| WHAT IS BEING ASKED |
Each line below should be quoted exactly, please.

[Collected data entries]

--*--

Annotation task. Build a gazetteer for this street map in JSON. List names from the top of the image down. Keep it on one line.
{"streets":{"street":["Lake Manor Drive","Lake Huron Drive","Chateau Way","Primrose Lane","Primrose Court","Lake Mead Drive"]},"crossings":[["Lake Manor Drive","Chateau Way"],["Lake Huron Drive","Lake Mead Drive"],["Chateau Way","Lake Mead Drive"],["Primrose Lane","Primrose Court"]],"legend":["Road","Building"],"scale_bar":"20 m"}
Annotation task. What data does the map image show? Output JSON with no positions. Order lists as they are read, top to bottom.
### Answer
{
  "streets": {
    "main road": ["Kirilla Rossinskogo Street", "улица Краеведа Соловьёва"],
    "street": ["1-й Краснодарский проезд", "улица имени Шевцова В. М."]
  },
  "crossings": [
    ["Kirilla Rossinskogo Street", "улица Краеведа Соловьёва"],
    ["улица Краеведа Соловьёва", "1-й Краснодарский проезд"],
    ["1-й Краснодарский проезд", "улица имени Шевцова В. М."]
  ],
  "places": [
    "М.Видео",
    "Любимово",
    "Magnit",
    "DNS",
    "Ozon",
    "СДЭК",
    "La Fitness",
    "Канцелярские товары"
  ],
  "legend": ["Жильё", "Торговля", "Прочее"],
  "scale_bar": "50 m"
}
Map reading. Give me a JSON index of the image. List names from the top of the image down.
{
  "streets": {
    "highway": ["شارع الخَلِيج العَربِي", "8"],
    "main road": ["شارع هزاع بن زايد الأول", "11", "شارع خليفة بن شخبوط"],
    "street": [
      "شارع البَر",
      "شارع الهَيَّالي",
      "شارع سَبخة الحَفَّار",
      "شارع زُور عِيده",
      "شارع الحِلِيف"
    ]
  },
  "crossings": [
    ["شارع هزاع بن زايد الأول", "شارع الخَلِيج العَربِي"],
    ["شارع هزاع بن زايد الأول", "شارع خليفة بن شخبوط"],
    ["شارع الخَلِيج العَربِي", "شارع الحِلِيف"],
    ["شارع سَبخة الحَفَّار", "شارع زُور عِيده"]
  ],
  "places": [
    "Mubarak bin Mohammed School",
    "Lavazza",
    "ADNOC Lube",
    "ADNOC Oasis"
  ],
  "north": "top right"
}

--*--

| RESPONSE TO THIS EXERCISE |
Annotation task. Build a gazetteer for this street map in JSON. List names from the top of the image down. Keep it on one line.
{"streets":{"street":["Lake Manor Drive","Lake Huron Drive","Chateau Way","Primrose Lane","Primrose Court","Lake Mead Drive"]},"crossings":[["Lake Manor Drive","Chateau Way"],["Lake Huron Drive","Lake Mead Drive"],["Chateau Way","Lake Mead Drive"],["Primrose Lane","Primrose Court"]],"legend":["Road","Building"],"scale_bar":"20 m"}
Annotation task. What data does the map image show? Output JSON with no positions. Order lists as they are read, top to bottom.
### Answer
{
  "streets": {
    "main road": ["Kirilla Rossinskogo Street", "улица Краеведа Соловьёва"],
    "street": ["1-й Краснодарский проезд", "улица имени Шевцова В. М."]
  },
  "crossings": [
    ["Kirilla Rossinskogo Street", "улица Краеведа Соловьёва"],
    ["улица Краеведа Соловьёва", "1-й Краснодарский проезд"],
    ["1-й Краснодарский проезд", "улица имени Шевцова В. М."]
  ],
  "places": [
    "М.Видео",
    "Любимово",
    "Magnit",
    "DNS",
    "Ozon",
    "СДЭК",
    "La Fitness",
    "Канцелярские товары"
  ],
  "legend": ["Жильё", "Торговля", "Прочее"],
  "scale_bar": "50 m"
}
Map reading. Give me a JSON index of the image. List names from the top of the image down.
{
  "streets": {
    "highway": ["شارع الخَلِيج العَربِي", "8"],
    "main road": ["شارع هزاع بن زايد الأول", "11", "شارع خليفة بن شخبوط"],
    "street": [
      "شارع البَر",
      "شارع الهَيَّالي",
      "شارع سَبخة الحَفَّار",
      "شارع زُور عِيده",
      "شارع الحِلِيف"
    ]
  },
  "crossings": [
    ["شارع هزاع بن زايد الأول", "شارع الخَلِيج العَربِي"],
    ["شارع هزاع بن زايد الأول", "شارع خليفة بن شخبوط"],
    ["شارع الخَلِيج العَربِي", "شارع الحِلِيف"],
    ["شارع سَبخة الحَفَّار", "شارع زُور عِيده"]
  ],
  "places": [
    "Mubarak bin Mohammed School",
    "Lavazza",
    "ADNOC Lube",
    "ADNOC Oasis"
  ],
  "north": "top right"
}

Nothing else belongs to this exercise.